Problem to work on =>
Which lines run from the one containing "Map reading. Transcribe" to the end of the entries? Copy them exactly, both ends included, and give nothing else.

::: Exercise input

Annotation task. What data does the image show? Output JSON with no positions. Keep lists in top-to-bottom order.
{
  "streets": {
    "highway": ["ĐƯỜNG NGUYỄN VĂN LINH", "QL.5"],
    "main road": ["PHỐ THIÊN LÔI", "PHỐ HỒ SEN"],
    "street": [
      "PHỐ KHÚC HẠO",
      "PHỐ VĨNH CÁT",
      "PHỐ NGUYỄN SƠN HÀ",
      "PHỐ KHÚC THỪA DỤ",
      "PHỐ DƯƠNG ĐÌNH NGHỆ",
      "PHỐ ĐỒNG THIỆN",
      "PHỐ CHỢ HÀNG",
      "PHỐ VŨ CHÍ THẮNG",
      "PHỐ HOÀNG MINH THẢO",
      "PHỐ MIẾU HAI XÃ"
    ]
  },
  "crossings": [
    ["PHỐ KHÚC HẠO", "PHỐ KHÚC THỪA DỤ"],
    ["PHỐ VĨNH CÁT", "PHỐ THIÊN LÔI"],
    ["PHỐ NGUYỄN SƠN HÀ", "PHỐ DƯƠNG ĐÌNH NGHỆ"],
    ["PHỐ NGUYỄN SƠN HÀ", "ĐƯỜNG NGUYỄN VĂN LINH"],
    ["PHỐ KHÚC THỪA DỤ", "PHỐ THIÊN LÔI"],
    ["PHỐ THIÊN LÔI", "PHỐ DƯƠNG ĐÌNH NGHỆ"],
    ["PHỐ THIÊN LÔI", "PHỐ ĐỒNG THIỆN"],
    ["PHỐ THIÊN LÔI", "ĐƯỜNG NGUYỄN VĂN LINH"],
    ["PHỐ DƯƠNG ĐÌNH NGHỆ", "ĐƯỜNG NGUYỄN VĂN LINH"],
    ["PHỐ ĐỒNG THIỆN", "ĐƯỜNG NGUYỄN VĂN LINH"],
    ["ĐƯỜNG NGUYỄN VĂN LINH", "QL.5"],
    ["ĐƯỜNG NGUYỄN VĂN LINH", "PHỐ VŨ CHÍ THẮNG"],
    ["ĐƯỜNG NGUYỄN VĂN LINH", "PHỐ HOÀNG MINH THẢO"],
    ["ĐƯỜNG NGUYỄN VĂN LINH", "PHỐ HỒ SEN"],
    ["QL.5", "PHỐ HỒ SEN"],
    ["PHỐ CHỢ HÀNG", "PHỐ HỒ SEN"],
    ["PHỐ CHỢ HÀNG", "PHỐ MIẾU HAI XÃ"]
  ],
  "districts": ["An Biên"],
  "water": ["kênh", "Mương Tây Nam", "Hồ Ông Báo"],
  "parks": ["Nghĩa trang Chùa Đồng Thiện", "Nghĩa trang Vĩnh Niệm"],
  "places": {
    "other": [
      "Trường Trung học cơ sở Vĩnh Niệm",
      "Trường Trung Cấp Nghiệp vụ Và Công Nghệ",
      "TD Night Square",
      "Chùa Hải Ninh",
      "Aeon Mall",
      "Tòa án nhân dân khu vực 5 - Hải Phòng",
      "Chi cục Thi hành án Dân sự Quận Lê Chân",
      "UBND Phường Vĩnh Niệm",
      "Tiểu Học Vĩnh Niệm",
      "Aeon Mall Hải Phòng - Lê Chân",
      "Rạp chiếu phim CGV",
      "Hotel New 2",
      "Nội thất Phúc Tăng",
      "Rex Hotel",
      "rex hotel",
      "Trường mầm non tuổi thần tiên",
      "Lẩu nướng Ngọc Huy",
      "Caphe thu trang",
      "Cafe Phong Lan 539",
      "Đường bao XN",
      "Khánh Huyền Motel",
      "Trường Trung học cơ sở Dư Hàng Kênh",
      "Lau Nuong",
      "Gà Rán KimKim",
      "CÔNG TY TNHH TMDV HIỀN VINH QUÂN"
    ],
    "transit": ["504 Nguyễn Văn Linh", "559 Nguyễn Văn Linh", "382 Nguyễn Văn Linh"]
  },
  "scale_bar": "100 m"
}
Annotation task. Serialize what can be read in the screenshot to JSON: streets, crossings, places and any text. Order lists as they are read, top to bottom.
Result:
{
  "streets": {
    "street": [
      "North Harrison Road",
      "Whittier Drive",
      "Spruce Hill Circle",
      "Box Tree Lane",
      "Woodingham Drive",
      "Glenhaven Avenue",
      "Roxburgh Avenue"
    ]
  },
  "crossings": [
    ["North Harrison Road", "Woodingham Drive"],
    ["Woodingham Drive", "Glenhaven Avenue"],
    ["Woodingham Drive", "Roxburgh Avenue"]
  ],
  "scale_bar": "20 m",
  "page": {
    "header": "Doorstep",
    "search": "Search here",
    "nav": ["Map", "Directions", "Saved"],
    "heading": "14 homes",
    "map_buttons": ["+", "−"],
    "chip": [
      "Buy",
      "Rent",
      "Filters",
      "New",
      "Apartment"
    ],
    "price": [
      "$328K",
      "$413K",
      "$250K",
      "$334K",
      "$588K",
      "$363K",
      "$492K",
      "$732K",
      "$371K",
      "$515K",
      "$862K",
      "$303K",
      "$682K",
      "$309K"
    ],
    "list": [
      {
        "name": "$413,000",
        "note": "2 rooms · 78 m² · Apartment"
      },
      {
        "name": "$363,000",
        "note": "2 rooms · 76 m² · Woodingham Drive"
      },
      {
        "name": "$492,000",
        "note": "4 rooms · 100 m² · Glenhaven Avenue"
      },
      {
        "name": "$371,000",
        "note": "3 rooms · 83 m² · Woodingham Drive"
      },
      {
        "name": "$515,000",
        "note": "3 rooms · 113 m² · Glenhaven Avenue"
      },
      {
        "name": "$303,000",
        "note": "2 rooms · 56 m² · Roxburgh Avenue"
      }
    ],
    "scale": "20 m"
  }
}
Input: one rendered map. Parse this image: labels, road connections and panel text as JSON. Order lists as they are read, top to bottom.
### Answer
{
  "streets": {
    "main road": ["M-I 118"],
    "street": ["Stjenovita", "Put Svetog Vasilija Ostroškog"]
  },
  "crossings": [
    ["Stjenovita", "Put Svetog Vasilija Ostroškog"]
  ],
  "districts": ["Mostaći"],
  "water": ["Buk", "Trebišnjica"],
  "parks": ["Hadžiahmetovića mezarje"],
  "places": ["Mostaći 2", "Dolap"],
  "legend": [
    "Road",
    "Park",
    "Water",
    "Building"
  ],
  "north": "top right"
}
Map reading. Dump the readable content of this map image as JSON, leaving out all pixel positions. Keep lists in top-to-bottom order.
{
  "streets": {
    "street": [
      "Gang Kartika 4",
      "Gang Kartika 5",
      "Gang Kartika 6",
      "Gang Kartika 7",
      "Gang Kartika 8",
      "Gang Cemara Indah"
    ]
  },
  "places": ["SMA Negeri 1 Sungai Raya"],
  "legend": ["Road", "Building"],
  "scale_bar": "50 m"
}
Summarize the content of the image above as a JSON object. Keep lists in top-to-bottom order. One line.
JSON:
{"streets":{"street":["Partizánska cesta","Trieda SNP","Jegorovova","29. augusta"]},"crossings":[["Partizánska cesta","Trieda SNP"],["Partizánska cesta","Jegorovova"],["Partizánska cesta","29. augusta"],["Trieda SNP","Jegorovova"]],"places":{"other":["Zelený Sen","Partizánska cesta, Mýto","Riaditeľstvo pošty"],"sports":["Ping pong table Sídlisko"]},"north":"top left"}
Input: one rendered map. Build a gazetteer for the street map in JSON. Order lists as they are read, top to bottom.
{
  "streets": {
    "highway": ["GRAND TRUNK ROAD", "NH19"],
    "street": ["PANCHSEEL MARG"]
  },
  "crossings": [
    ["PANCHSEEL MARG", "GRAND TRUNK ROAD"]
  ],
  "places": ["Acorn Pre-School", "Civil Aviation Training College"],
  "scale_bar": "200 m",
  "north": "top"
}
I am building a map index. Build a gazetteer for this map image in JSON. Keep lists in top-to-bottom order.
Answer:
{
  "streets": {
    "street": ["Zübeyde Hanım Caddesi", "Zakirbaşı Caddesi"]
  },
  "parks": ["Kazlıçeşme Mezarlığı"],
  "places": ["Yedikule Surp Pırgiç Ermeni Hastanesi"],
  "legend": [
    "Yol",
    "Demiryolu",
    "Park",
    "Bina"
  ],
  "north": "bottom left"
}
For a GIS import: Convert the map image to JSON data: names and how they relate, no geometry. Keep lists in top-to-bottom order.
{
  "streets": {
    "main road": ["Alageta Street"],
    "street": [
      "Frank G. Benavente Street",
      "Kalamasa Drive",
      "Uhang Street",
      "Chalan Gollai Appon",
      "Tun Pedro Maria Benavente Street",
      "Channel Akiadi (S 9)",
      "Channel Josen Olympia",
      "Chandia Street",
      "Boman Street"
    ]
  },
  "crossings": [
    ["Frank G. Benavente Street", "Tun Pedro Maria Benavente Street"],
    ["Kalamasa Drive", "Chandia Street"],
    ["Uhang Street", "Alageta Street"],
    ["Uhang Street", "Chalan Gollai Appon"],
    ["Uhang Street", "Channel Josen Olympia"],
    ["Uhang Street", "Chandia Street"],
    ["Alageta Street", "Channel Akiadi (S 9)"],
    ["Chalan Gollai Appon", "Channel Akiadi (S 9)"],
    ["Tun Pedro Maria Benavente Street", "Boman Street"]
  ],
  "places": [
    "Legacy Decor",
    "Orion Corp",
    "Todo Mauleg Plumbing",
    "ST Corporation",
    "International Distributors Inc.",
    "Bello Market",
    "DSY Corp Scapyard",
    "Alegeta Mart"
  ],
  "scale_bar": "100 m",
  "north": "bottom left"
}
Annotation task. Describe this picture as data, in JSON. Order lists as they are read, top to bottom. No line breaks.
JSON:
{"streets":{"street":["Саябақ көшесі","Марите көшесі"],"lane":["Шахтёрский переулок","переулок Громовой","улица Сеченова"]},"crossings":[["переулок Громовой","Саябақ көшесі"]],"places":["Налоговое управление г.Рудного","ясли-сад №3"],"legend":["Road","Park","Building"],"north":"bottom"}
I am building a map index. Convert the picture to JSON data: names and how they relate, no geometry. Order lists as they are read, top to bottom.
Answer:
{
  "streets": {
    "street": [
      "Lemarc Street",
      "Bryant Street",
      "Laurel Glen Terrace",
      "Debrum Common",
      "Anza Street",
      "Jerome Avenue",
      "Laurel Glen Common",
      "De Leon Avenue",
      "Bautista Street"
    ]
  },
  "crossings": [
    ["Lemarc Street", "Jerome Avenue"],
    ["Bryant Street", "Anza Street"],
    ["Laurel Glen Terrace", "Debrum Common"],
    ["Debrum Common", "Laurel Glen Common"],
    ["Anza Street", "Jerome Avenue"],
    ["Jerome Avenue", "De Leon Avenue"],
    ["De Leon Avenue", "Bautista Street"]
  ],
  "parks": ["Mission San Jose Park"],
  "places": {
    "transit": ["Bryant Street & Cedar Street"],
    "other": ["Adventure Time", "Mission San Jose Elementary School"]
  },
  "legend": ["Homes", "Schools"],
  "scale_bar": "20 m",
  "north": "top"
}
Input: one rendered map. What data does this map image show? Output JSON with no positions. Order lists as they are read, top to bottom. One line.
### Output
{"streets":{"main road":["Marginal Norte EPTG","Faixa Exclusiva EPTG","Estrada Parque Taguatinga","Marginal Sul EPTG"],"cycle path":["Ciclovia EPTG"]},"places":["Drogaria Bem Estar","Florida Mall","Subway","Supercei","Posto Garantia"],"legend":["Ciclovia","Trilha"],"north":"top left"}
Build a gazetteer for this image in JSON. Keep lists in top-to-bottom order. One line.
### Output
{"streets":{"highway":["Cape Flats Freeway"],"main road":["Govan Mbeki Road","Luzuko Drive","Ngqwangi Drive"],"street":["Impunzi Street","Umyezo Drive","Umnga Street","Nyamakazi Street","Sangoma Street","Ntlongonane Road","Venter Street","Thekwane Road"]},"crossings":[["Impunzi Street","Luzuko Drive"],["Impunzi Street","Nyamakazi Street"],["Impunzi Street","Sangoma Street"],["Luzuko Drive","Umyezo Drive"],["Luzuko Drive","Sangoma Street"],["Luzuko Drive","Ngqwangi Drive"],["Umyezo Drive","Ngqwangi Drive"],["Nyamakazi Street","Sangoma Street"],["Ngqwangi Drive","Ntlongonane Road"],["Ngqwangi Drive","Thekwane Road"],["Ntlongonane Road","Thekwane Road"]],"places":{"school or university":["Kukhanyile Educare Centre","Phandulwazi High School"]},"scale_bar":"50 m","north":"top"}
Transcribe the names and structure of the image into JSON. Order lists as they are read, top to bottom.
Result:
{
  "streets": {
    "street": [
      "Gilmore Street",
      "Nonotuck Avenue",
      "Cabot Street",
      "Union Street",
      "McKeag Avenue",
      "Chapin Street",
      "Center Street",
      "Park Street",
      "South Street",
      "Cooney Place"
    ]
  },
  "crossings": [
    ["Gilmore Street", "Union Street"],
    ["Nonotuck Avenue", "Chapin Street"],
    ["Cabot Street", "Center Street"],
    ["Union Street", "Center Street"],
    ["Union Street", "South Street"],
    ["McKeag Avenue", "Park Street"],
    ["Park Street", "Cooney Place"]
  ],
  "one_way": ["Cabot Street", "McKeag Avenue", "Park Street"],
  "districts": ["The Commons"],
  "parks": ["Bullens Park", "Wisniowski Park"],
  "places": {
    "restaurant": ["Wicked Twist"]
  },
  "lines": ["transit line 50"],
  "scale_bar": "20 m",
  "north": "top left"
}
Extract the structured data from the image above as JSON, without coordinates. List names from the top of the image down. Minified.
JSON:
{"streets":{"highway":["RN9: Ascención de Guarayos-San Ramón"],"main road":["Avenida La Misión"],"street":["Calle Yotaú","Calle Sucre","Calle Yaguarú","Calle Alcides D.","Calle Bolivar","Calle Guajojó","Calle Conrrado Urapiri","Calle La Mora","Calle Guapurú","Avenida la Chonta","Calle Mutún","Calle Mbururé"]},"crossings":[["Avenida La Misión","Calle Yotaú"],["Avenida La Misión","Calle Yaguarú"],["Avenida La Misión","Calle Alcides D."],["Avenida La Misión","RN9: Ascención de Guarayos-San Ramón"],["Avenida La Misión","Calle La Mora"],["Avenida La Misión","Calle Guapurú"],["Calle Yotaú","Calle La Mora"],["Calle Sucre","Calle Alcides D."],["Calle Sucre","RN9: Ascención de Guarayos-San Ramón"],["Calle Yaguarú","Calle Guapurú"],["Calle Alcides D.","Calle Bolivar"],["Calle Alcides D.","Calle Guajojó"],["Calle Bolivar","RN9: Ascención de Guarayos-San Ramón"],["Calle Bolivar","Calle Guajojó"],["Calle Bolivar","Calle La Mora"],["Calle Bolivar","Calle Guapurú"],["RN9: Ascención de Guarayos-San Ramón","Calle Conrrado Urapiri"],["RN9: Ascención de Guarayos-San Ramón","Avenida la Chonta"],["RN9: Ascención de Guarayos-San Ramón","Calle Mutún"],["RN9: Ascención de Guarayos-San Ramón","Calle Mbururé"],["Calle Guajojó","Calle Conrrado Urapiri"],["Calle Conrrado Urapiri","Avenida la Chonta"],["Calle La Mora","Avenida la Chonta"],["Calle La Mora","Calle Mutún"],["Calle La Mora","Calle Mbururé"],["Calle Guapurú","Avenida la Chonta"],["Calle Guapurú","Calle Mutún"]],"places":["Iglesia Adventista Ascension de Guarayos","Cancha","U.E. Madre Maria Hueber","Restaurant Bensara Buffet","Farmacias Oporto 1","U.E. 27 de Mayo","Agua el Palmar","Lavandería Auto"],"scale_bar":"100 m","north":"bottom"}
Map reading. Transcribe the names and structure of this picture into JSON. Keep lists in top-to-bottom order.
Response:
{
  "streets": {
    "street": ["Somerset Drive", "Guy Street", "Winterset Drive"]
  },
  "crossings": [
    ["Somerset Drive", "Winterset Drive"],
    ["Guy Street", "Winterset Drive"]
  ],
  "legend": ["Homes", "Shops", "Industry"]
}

::::::

Problem solution =>
Map reading. Transcribe the names and structure of this picture into JSON. Keep lists in top-to-bottom order.
Response:
{
  "streets": {
    "street": ["Somerset Drive", "Guy Street", "Winterset Drive"]
  },
  "crossings": [
    ["Somerset Drive", "Winterset Drive"],
    ["Guy Street", "Winterset Drive"]
  ],
  "legend": ["Homes", "Shops", "Industry"]
}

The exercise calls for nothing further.